• Exercise
Copy out each line from the material where the word "View" is found.

• Source data
--

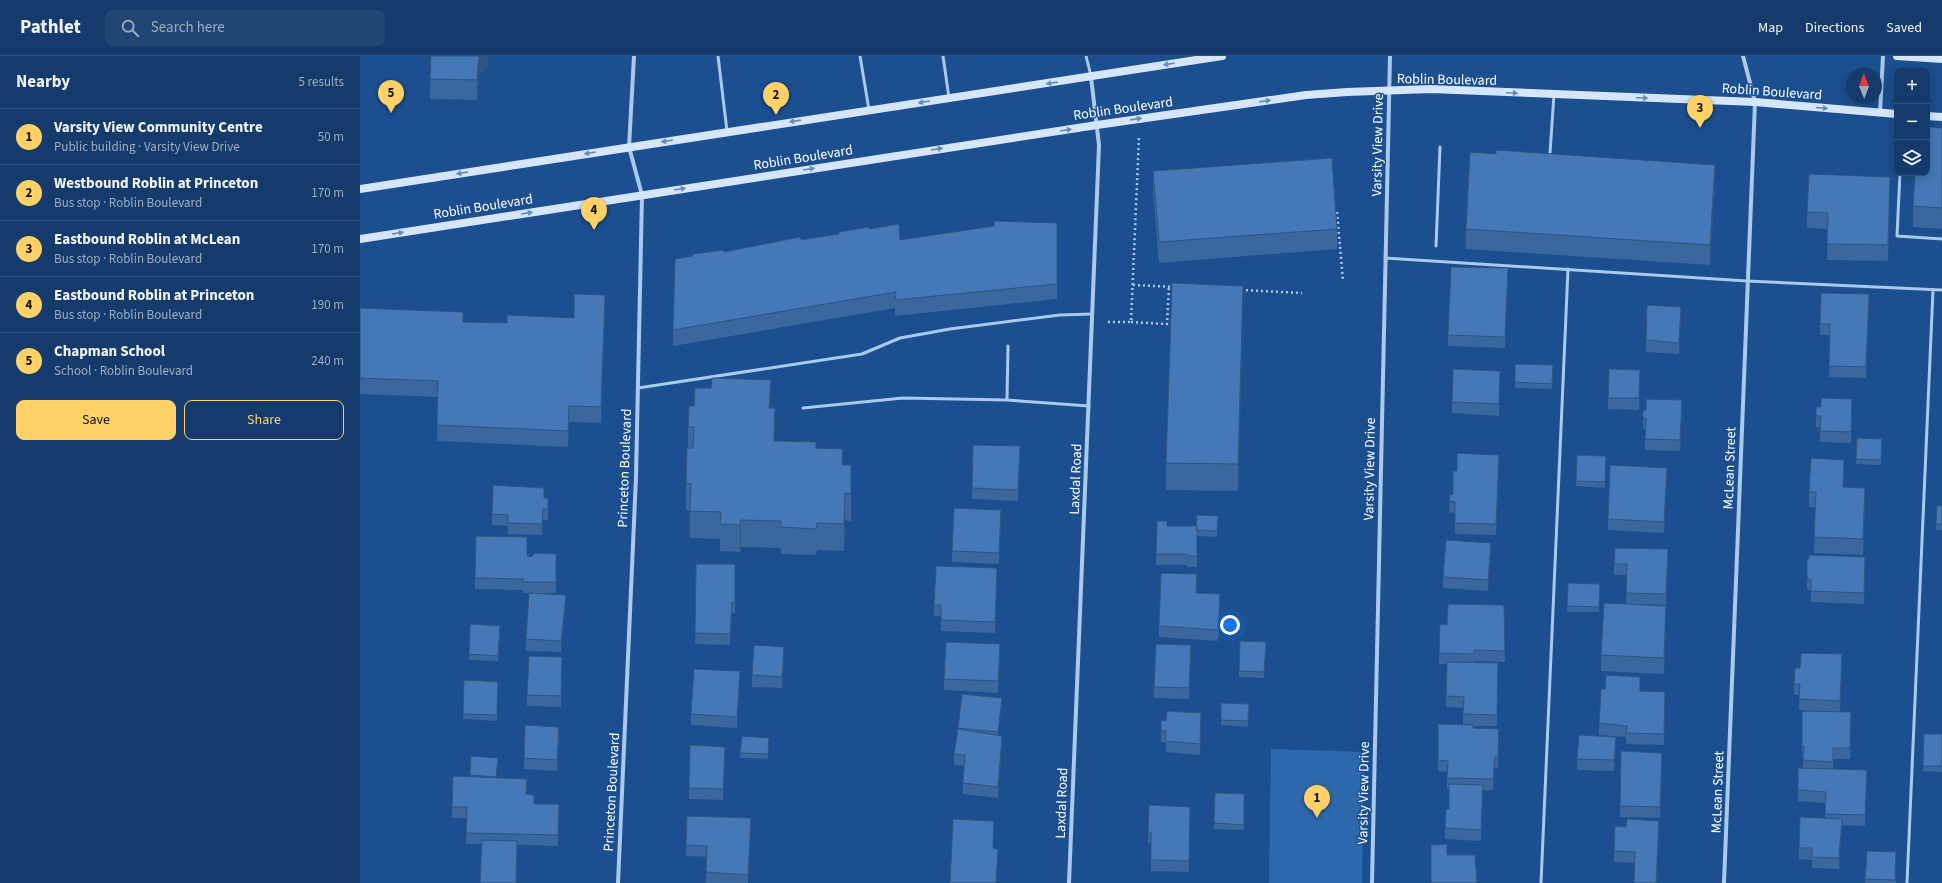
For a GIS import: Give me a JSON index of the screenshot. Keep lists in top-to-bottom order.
{
  "streets": {
    "main road": ["Roblin Boulevard"],
    "street": [
      "Varsity View Drive",
      "Princeton Boulevard",
      "McLean Street",
      "Laxdal Road"
    ]
  },
  "crossings": [
    ["Roblin Boulevard", "Varsity View Drive"],
    ["Roblin Boulevard", "Princeton Boulevard"],
    ["Roblin Boulevard", "McLean Street"],
    ["Roblin Boulevard", "Laxdal Road"]
  ],
  "north": "top",
  "page": {
    "header": "Pathlet",
    "search": "Search here",
    "nav": ["Map", "Directions", "Saved"],
    "heading": ["Nearby", "5 results"],
    "map_buttons": ["+", "−"],
    "pins": [
      "5",
      "2",
      "3",
      "4",
      "1"
    ],
    "list": [
      {
        "mark": "1",
        "name": "Varsity View Community Centre",
        "note": "Public building · Varsity View Drive",
        "value": "50 m"
      },
      {
        "mark": "2",
        "name": "Westbound Roblin at Princeton",
        "note": "Bus stop · Roblin Boulevard",
        "value": "170 m"
      },
      {
        "mark": "3",
        "name": "Eastbound Roblin at McLean",
        "note": "Bus stop · Roblin Boulevard",
        "value": "170 m"
      },
      {
        "mark": "4",
        "name": "Eastbound Roblin at Princeton",
        "note": "Bus stop · Roblin Boulevard",
        "value": "190 m"
      },
      {
        "mark": "5",
        "name": "Chapman School",
        "note": "School · Roblin Boulevard",
        "value": "240 m"
      }
    ],
    "buttons": ["Save", "Share"]
  }
}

--

• Task result
      "Varsity View Drive",
    ["Roblin Boulevard", "Varsity View Drive"],
        "name": "Varsity View Community Centre",
        "note": "Public building · Varsity View Drive",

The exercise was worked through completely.